How to Scrape Indeed Jobs Data in 2024

Valentina Skakun Valentina Skakun
Last update: 17 Jun 2024

Gathering job data from job boards is crucial for job seekers and HR companies. In a previous article, we discussed how to collect such data from the professional social network LinkedIn. Today, we’ll focus on Indeed, one of the largest job search platforms. 

Indeed allows users to post resumes, subscribe to job alerts, search for job openings, save them, and apply directly. This article will explore various methods for automating job data collection from this platform, enabling you to acquire the necessary information regardless of your programming expertise.  

Use Cases for Indeed Job Scraping

Before we dive into the practical aspects, let’s explore the specific scenarios where gathering data from Indeed can be particularly useful. In a nutshell, there are several key reasons to do so:

  • Analyze job market trends and identify in-demand skills. By analyzing job postings on Indeed, you can gain valuable insights into the current job market landscape, including the most sought-after skills and emerging trends.

  • Research salary ranges for specific job titles and locations. Indeed provides salary data for a wide range of job titles and locations.

  • Gather data for recruitment and talent acquisition purposes. The platform serves as a rich source of talent data, allowing you to identify qualified candidates, filter based on specific criteria, and reach out to potential hires.

  • Track competitor hiring activities and identify potential job candidates. Monitoring your competitors’ hiring activities on Indeed can provide valuable insights into their talent needs and strategies.

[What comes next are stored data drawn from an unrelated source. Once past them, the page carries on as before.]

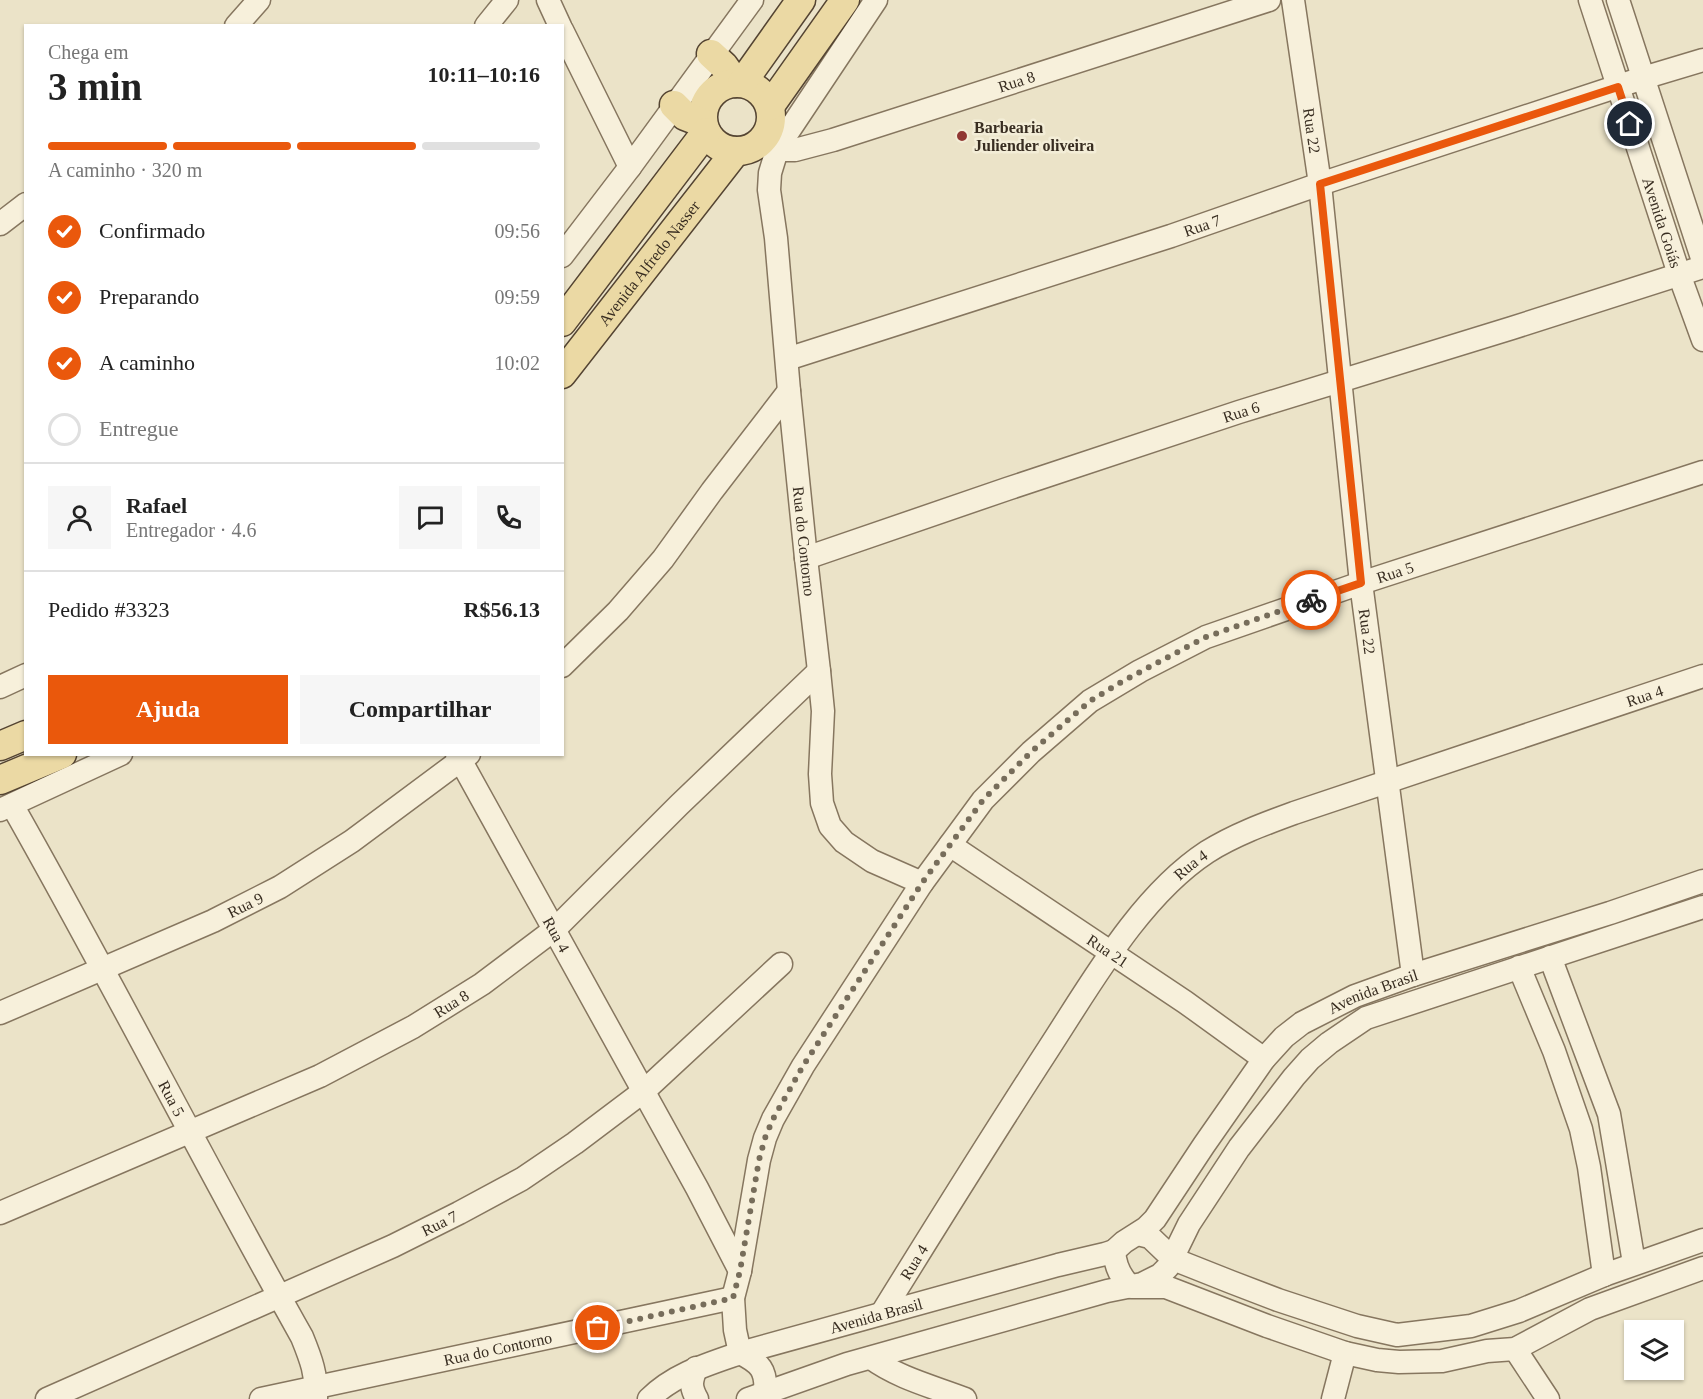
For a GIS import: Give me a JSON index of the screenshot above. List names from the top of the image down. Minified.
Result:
{"streets":{"main road":["Avenida Alfredo Nasser"],"street":["Rua 8","Rua 22","Avenida Goiás","Rua 7","Rua 6","Rua do Contorno","Rua 5","Rua 4","Rua 9","Rua 21","Avenida Brasil"]},"crossings":[["Rua 8","Avenida Alfredo Nasser"],["Rua 8","Rua do Contorno"],["Rua 8","Rua 5"],["Rua 8","Rua 4"],["Rua 22","Rua 7"],["Rua 22","Rua 6"],["Rua 22","Rua 5"],["Rua 22","Rua 4"],["Rua 22","Avenida Brasil"],["Avenida Goiás","Rua 7"],["Avenida Goiás","Rua 6"],["Rua 7","Rua do Contorno"],["Rua 7","Rua 5"],["Rua 7","Rua 4"],["Avenida Alfredo Nasser","Rua do Contorno"],["Rua 6","Rua do Contorno"],["Rua do Contorno","Rua 5"],["Rua 5","Rua 4"],["Rua 5","Rua 9"],["Rua 5","Rua 21"],["Rua 5","Avenida Brasil"],["Rua 4","Rua 9"],["Rua 4","Rua 21"],["Rua 4","Avenida Brasil"],["Rua 21","Avenida Brasil"]],"places":["Barbearia Juliender oliveira"],"page":{"heading":["3 min","Chega em","10:11–10:16"],"panel":["Rafael","Entregador · 4.6","Pedido #3323","R$56.13"],"bar":"A caminho · 320 m","list":[["Confirmado","09:56"],["Preparando","09:59"],["A caminho","10:02"],"Entregue"],"buttons":["Ajuda","Compartilhar"]}}
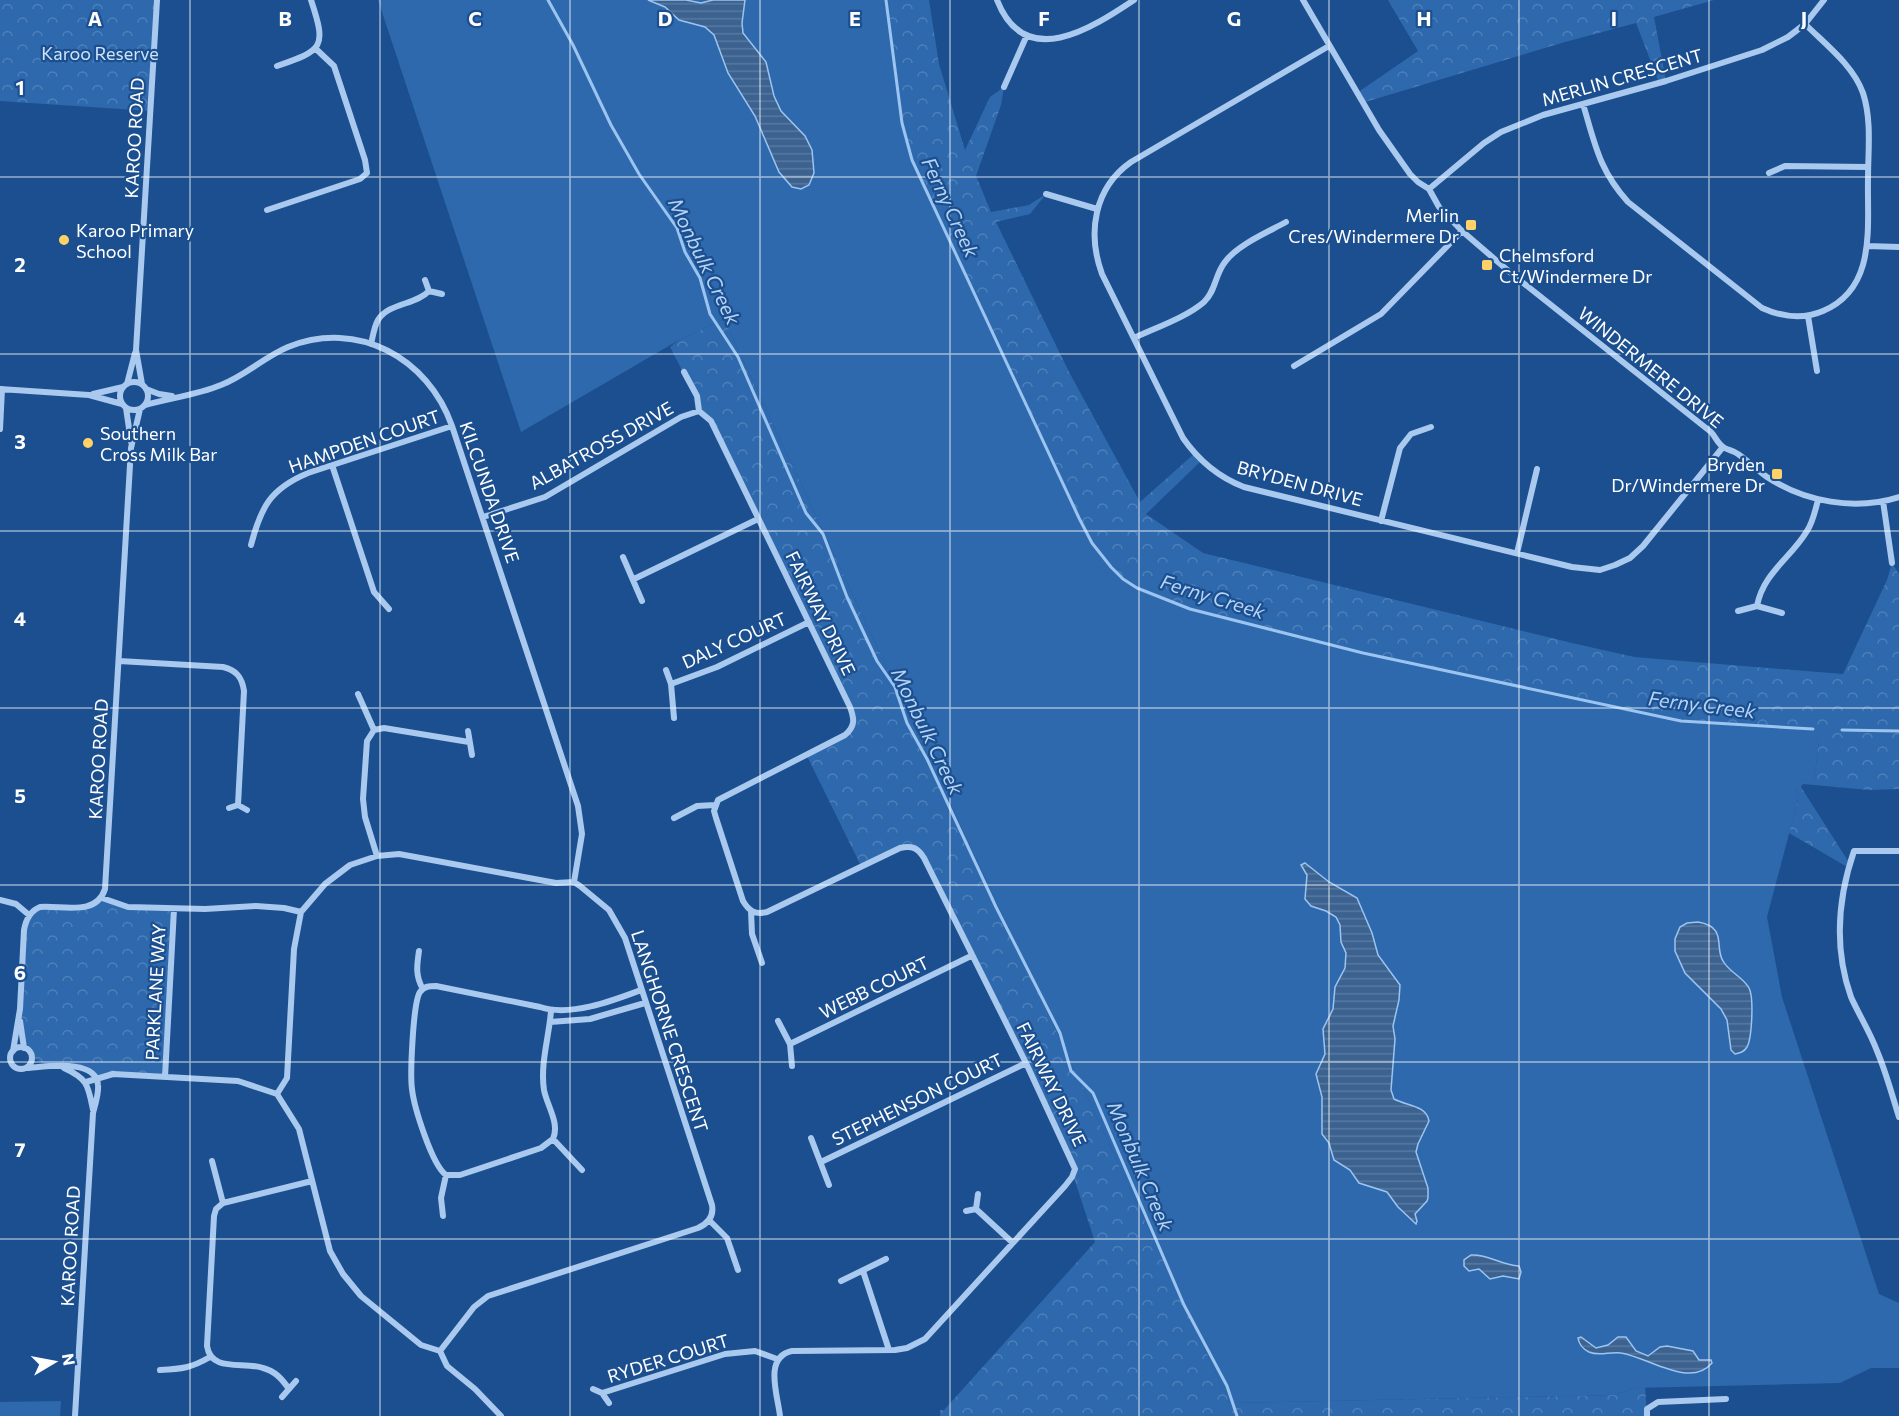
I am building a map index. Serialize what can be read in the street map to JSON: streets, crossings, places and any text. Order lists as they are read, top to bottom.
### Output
{
  "streets": {
    "street": [
      "MERLIN CRESCENT",
      "KAROO ROAD",
      "WINDERMERE DRIVE",
      "HAMPDEN COURT",
      "ALBATROSS DRIVE",
      "BRYDEN DRIVE",
      "KILCUNDA DRIVE",
      "FAIRWAY DRIVE",
      "DALY COURT",
      "WEBB COURT",
      "PARKLANE WAY",
      "LANGHORNE CRESCENT",
      "STEPHENSON COURT",
      "RYDER COURT"
    ]
  },
  "crossings": [
    ["MERLIN CRESCENT", "WINDERMERE DRIVE"],
    ["KAROO ROAD", "KILCUNDA DRIVE"],
    ["WINDERMERE DRIVE", "BRYDEN DRIVE"],
    ["HAMPDEN COURT", "KILCUNDA DRIVE"],
    ["ALBATROSS DRIVE", "KILCUNDA DRIVE"],
    ["ALBATROSS DRIVE", "FAIRWAY DRIVE"],
    ["KILCUNDA DRIVE", "LANGHORNE CRESCENT"],
    ["FAIRWAY DRIVE", "DALY COURT"],
    ["FAIRWAY DRIVE", "WEBB COURT"],
    ["FAIRWAY DRIVE", "STEPHENSON COURT"],
    ["FAIRWAY DRIVE", "RYDER COURT"]
  ],
  "water": ["Ferny Creek", "Monbulk Creek"],
  "parks": ["Karoo Reserve"],
  "places": {
    "transit": ["Merlin Cres/Windermere Dr", "Chelmsford Ct/Windermere Dr", "Bryden Dr/Windermere Dr"],
    "other": ["Karoo Primary School", "Southern Cross Milk Bar"]
  },
  "north": "right",
  "grid": {
    "columns": [
      "A",
      "B",
      "C",
      "D",
      "E",
      "F",
      "G",
      "H",
      "I",
      "J"
    ],
    "rows": [
      "1",
      "2",
      "3",
      "4",
      "5",
      "6",
      "7"
    ]
  }
}
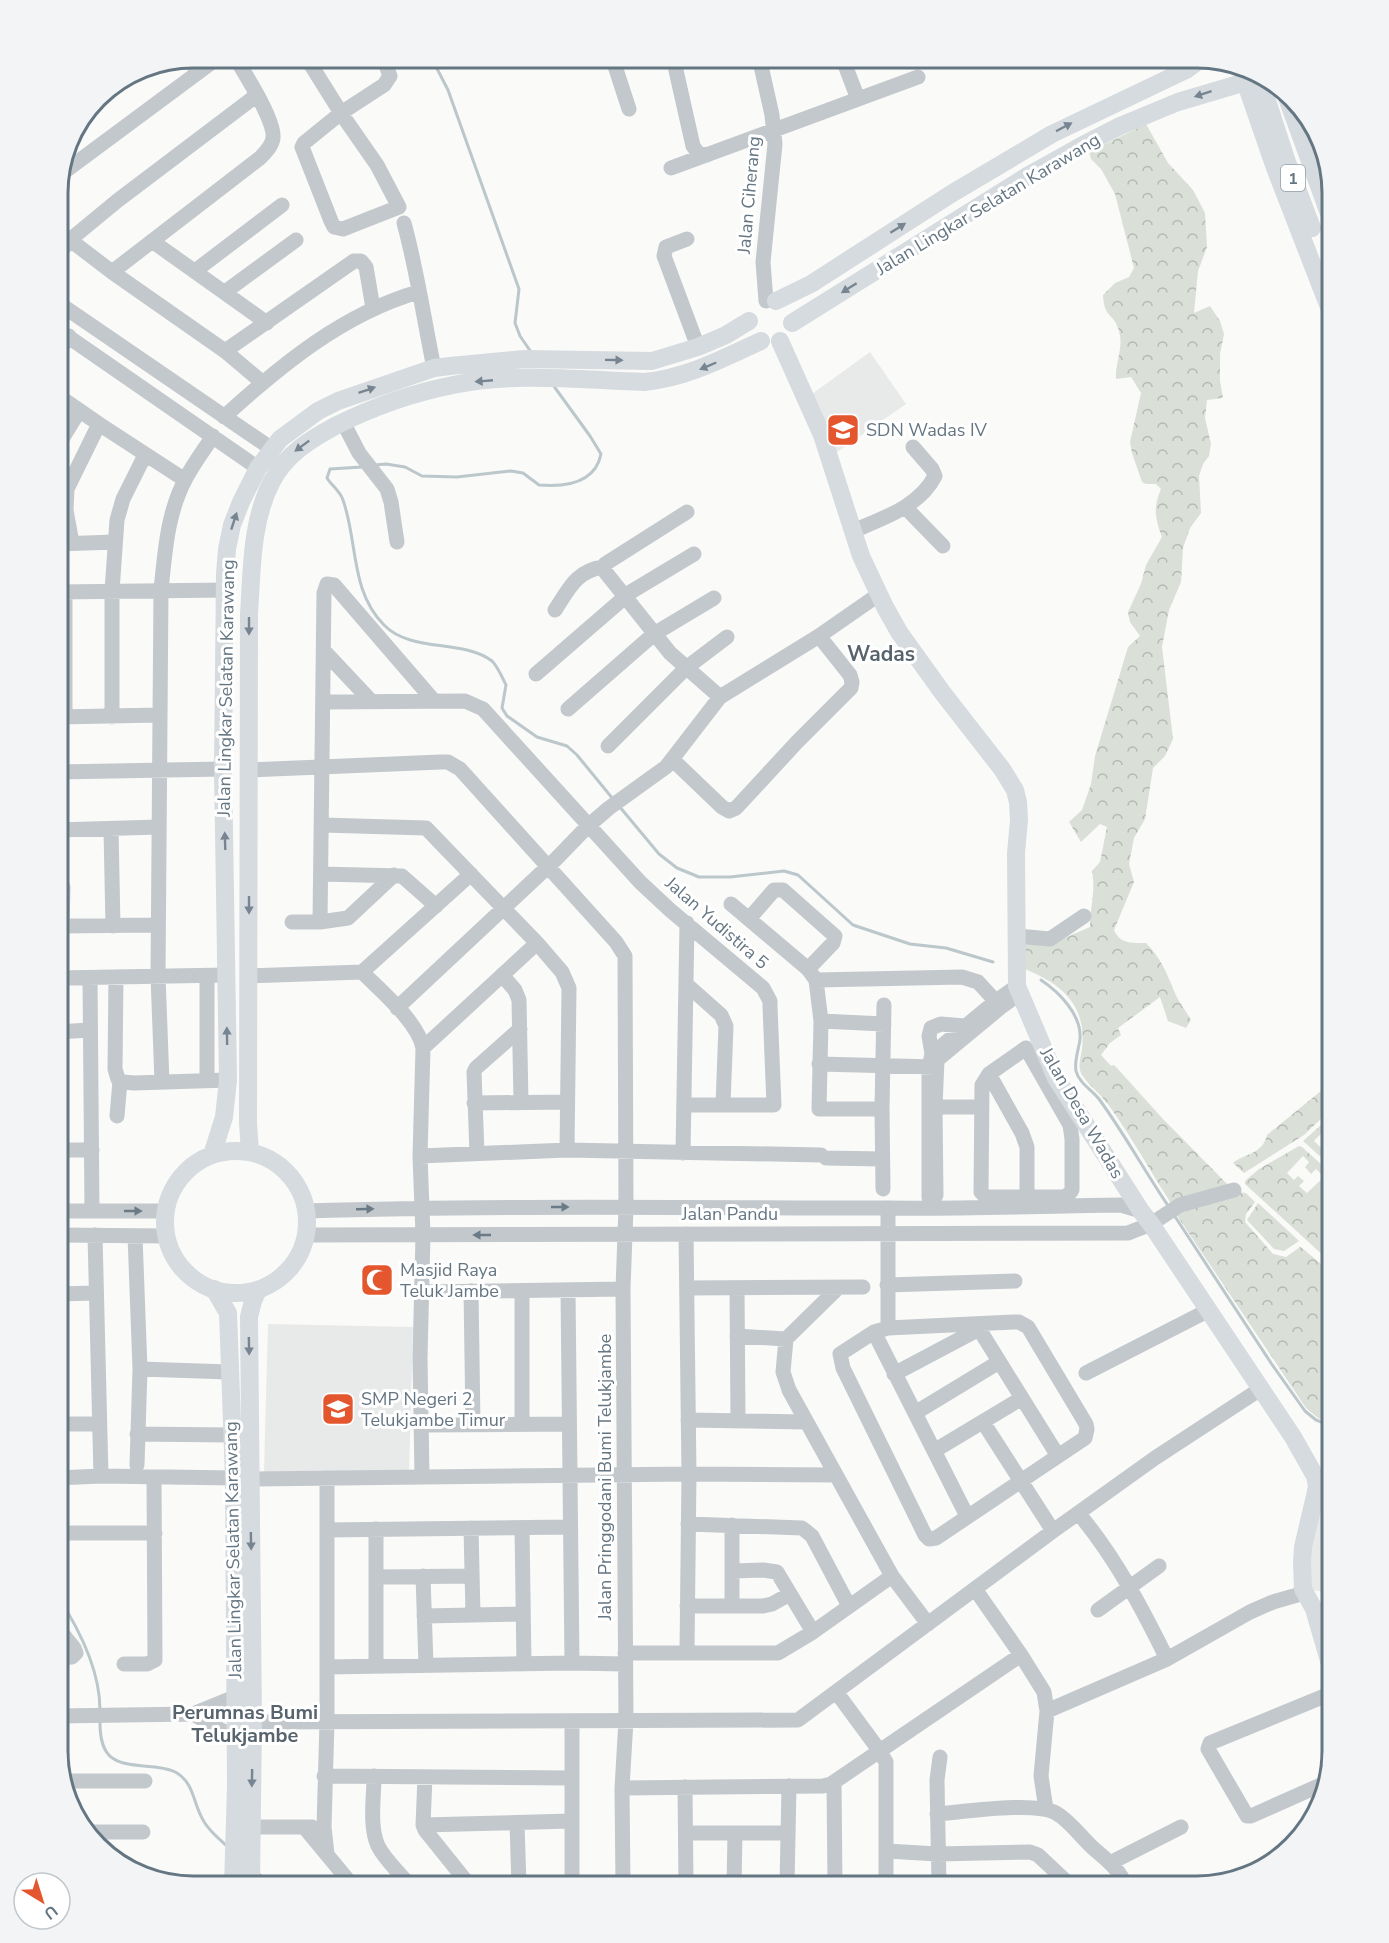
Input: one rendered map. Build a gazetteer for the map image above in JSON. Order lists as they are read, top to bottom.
{
  "streets": {
    "main road": ["1", "Jalan Lingkar Selatan Karawang", "Jalan Desa Wadas"],
    "street": [
      "Jalan Ciherang",
      "Jalan Yudistira 5",
      "Jalan Pandu",
      "Jalan Pringgodani Bumi Telukjambe"
    ]
  },
  "crossings": [
    ["Jalan Ciherang", "Jalan Lingkar Selatan Karawang"],
    ["Jalan Ciherang", "Jalan Desa Wadas"],
    ["Jalan Lingkar Selatan Karawang", "Jalan Desa Wadas"],
    ["Jalan Lingkar Selatan Karawang", "Jalan Pandu"],
    ["Jalan Lingkar Selatan Karawang", "Jalan Pringgodani Bumi Telukjambe"],
    ["Jalan Desa Wadas", "Jalan Pandu"],
    ["Jalan Pandu", "Jalan Pringgodani Bumi Telukjambe"]
  ],
  "districts": ["Wadas", "Perumnas Bumi Telukjambe"],
  "places": {
    "school or university": ["SDN Wadas IV", "SMP Negeri 2 Telukjambe Timur"],
    "mosque": ["Masjid Raya Teluk Jambe"]
  },
  "north": "bottom right"
}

  • Conduct research on company culture, employee reviews, and workplace environment. Indeed provides access to employee reviews and company information, allowing you to gain insights into the company culture, work environment, and employee satisfaction levels.

Let’s delve into each of these areas in more detail. 

Labor Market Analysis

Regular labor market analysis helped consistently track changes in hiring and job openings. This assisted in understanding which specialists were in the highest demand at the current moment, identifying trends depending on various conditions, and tracking changes in job requirements and the skills sought after by employers.

This approach helped job seekers not only better understand what employers required of them but also assess the supply and demand for specific positions and professions.  

Salary Research

Another reason for collecting data from Indeed is to obtain salary information from job postings. This can help you compare salaries across different regions and industries and for different levels of experience and company sizes.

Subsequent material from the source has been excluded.